- **TASK INPUT**:
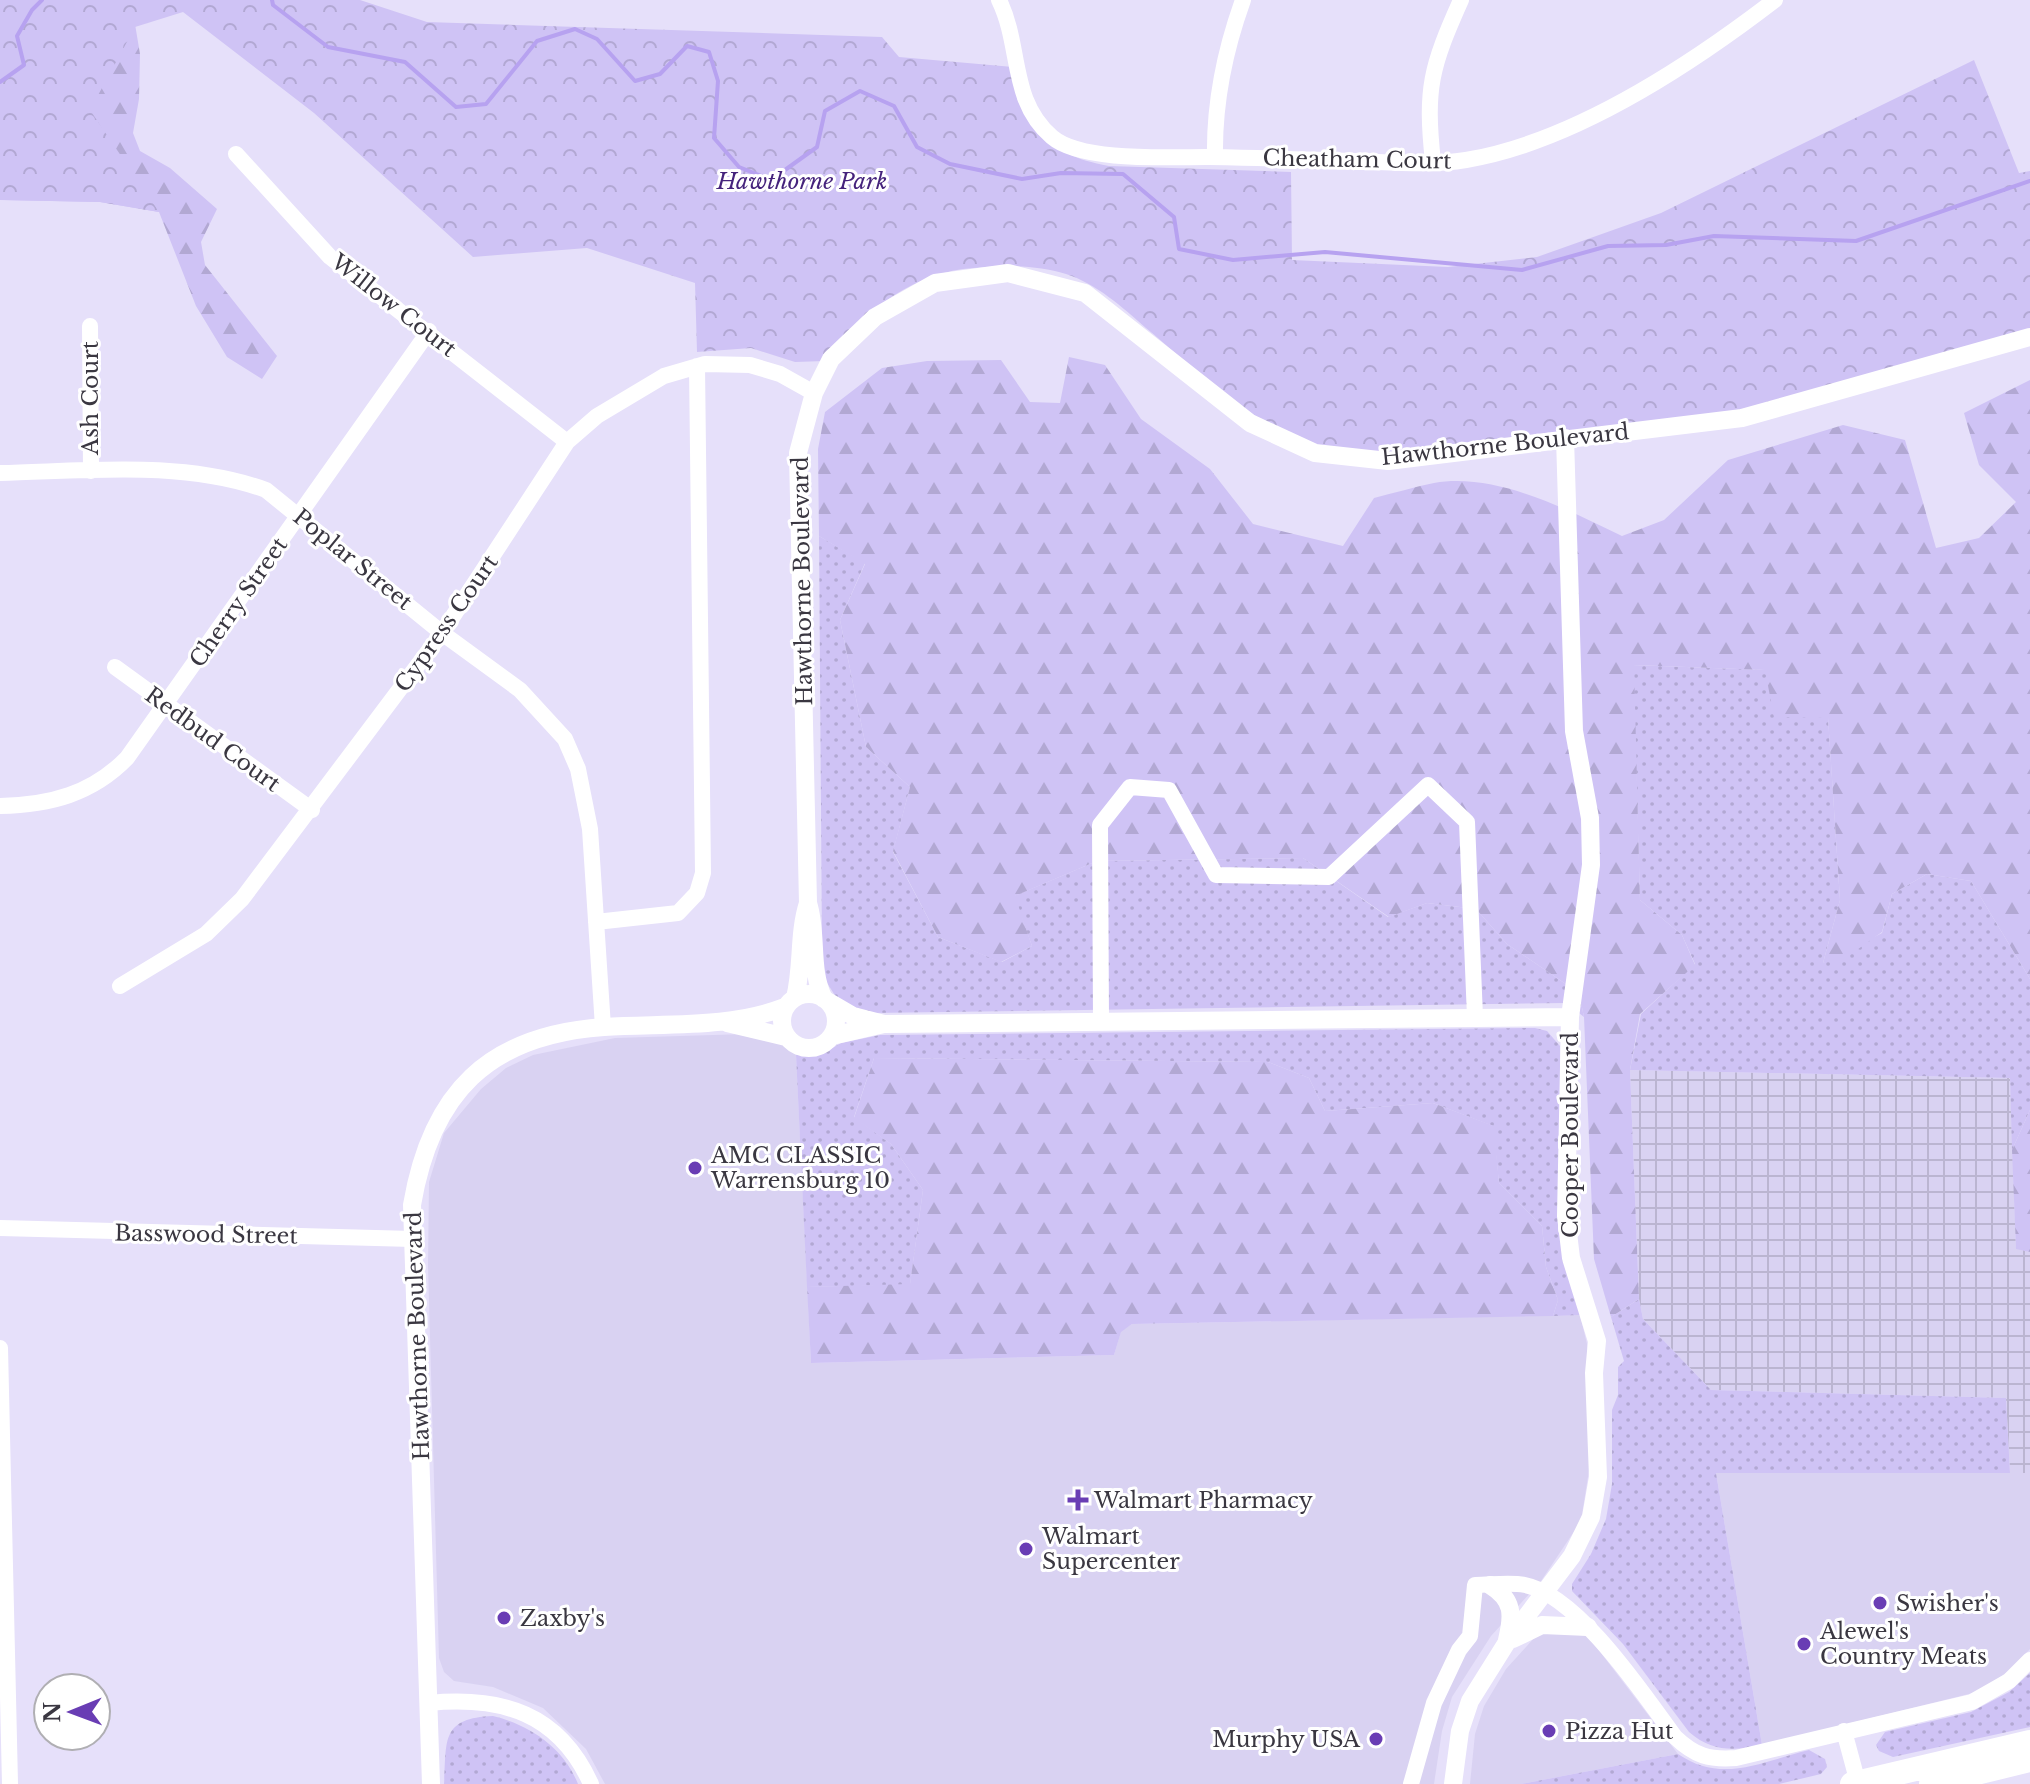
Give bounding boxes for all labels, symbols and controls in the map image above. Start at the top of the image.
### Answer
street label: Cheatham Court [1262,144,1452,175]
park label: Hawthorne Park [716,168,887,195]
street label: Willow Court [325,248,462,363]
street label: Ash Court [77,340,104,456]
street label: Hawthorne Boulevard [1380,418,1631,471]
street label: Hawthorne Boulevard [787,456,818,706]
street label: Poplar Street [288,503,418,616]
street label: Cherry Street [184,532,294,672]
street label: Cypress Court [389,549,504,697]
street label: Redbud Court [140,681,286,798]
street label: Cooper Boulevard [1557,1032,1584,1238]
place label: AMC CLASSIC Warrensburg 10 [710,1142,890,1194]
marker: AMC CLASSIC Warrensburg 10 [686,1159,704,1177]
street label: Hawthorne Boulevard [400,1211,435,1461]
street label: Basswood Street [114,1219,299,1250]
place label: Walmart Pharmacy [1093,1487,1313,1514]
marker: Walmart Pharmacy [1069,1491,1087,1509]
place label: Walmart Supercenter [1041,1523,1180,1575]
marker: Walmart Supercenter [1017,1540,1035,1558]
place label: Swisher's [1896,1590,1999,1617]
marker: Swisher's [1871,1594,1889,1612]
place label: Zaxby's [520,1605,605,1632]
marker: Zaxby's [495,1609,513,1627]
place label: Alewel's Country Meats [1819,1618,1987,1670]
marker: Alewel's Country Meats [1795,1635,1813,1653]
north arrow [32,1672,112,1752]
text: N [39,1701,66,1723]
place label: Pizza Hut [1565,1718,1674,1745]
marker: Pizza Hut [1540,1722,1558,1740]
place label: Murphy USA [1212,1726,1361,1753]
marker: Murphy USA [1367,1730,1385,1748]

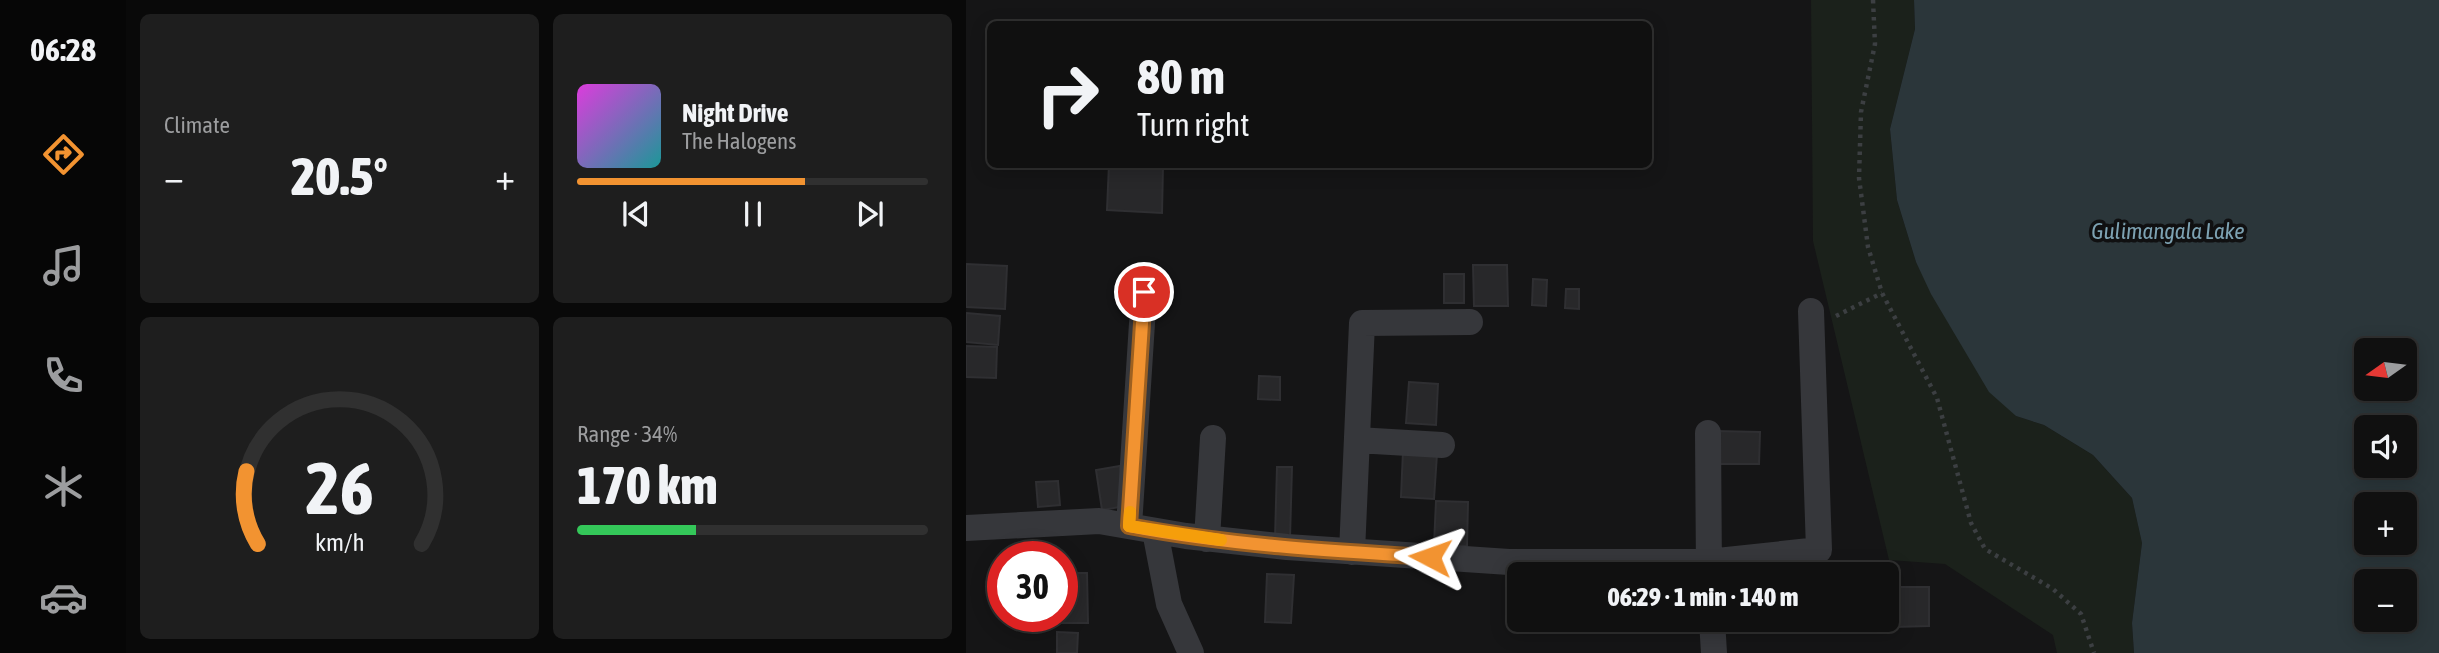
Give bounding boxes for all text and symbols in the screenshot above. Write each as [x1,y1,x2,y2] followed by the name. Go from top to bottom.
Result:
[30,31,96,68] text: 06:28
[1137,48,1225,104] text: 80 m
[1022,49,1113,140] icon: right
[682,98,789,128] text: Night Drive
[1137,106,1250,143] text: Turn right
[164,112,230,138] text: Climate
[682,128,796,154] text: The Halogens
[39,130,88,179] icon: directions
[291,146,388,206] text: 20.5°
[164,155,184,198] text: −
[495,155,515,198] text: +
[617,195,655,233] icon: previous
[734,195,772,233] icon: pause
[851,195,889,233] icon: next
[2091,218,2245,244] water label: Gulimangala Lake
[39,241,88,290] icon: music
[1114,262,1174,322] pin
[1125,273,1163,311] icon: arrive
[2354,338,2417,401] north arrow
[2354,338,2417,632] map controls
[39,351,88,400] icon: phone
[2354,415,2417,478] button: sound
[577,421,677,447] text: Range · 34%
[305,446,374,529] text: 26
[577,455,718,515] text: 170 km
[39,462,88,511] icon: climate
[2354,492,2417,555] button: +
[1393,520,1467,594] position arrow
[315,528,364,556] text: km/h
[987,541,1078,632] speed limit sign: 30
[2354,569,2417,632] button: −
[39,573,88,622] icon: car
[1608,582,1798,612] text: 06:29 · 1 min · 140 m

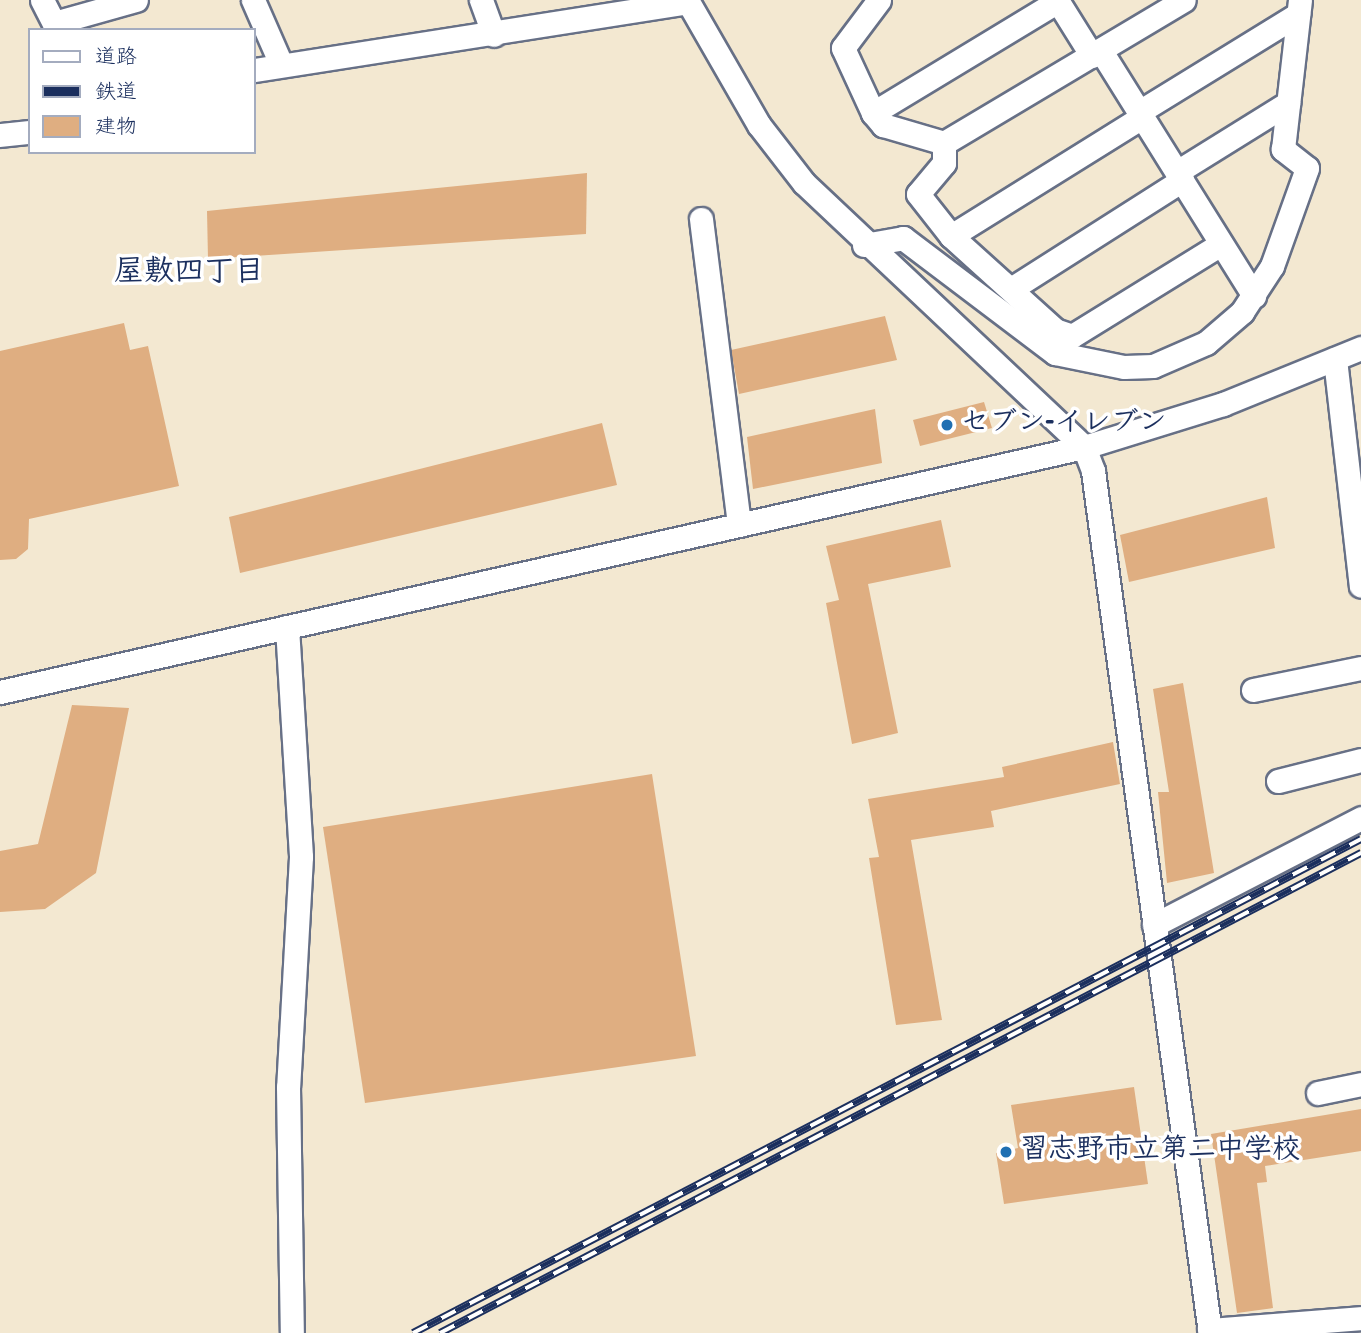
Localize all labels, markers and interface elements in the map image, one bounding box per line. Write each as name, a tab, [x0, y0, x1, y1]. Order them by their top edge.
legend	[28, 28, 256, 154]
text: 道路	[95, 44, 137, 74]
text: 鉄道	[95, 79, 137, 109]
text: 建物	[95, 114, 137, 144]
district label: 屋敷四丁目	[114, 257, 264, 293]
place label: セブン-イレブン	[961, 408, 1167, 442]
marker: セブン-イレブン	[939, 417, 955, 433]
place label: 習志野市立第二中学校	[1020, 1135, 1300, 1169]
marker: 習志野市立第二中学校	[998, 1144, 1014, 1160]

- **WHAT NEEDS TO BE DONE**: Reproduce all entries without any change, and omit the pictures.

- **EXERCISE RESULT**:
Give bounding boxes for all labels, symbols and controls in the map image above. Start at the top of the image.
### Answer
street label: Cheatham Court [1262,144,1452,175]
park label: Hawthorne Park [716,168,887,195]
street label: Willow Court [325,248,462,363]
street label: Ash Court [77,340,104,456]
street label: Hawthorne Boulevard [1380,418,1631,471]
street label: Hawthorne Boulevard [787,456,818,706]
street label: Poplar Street [288,503,418,616]
street label: Cherry Street [184,532,294,672]
street label: Cypress Court [389,549,504,697]
street label: Redbud Court [140,681,286,798]
street label: Cooper Boulevard [1557,1032,1584,1238]
place label: AMC CLASSIC Warrensburg 10 [710,1142,890,1194]
marker: AMC CLASSIC Warrensburg 10 [686,1159,704,1177]
street label: Hawthorne Boulevard [400,1211,435,1461]
street label: Basswood Street [114,1219,299,1250]
place label: Walmart Pharmacy [1093,1487,1313,1514]
marker: Walmart Pharmacy [1069,1491,1087,1509]
place label: Walmart Supercenter [1041,1523,1180,1575]
marker: Walmart Supercenter [1017,1540,1035,1558]
place label: Swisher's [1896,1590,1999,1617]
marker: Swisher's [1871,1594,1889,1612]
place label: Zaxby's [520,1605,605,1632]
marker: Zaxby's [495,1609,513,1627]
place label: Alewel's Country Meats [1819,1618,1987,1670]
marker: Alewel's Country Meats [1795,1635,1813,1653]
north arrow [32,1672,112,1752]
text: N [39,1701,66,1723]
place label: Pizza Hut [1565,1718,1674,1745]
marker: Pizza Hut [1540,1722,1558,1740]
place label: Murphy USA [1212,1726,1361,1753]
marker: Murphy USA [1367,1730,1385,1748]

Give bounding boxes for all text and symbols in the screenshot above. Write each as [x1,y1,x2,y2] followed by the name. Go from top to bottom.
Result:
[30,31,96,68] text: 06:28
[1137,48,1225,104] text: 80 m
[1022,49,1113,140] icon: right
[682,98,789,128] text: Night Drive
[1137,106,1250,143] text: Turn right
[164,112,230,138] text: Climate
[682,128,796,154] text: The Halogens
[39,130,88,179] icon: directions
[291,146,388,206] text: 20.5°
[164,155,184,198] text: −
[495,155,515,198] text: +
[617,195,655,233] icon: previous
[734,195,772,233] icon: pause
[851,195,889,233] icon: next
[2091,218,2245,244] water label: Gulimangala Lake
[39,241,88,290] icon: music
[1114,262,1174,322] pin
[1125,273,1163,311] icon: arrive
[2354,338,2417,401] north arrow
[2354,338,2417,632] map controls
[39,351,88,400] icon: phone
[2354,415,2417,478] button: sound
[577,421,677,447] text: Range · 34%
[305,446,374,529] text: 26
[577,455,718,515] text: 170 km
[39,462,88,511] icon: climate
[2354,492,2417,555] button: +
[1393,520,1467,594] position arrow
[315,528,364,556] text: km/h
[987,541,1078,632] speed limit sign: 30
[2354,569,2417,632] button: −
[39,573,88,622] icon: car
[1608,582,1798,612] text: 06:29 · 1 min · 140 m

Localize all labels, markers and interface elements in the map image, one bounding box per line. Write each as name, a tab, [x0, y0, x1, y1]. Order them by their top edge.
legend	[28, 28, 256, 154]
text: 道路	[95, 44, 137, 74]
text: 鉄道	[95, 79, 137, 109]
text: 建物	[95, 114, 137, 144]
district label: 屋敷四丁目	[114, 257, 264, 293]
place label: セブン-イレブン	[961, 408, 1167, 442]
marker: セブン-イレブン	[939, 417, 955, 433]
place label: 習志野市立第二中学校	[1020, 1135, 1300, 1169]
marker: 習志野市立第二中学校	[998, 1144, 1014, 1160]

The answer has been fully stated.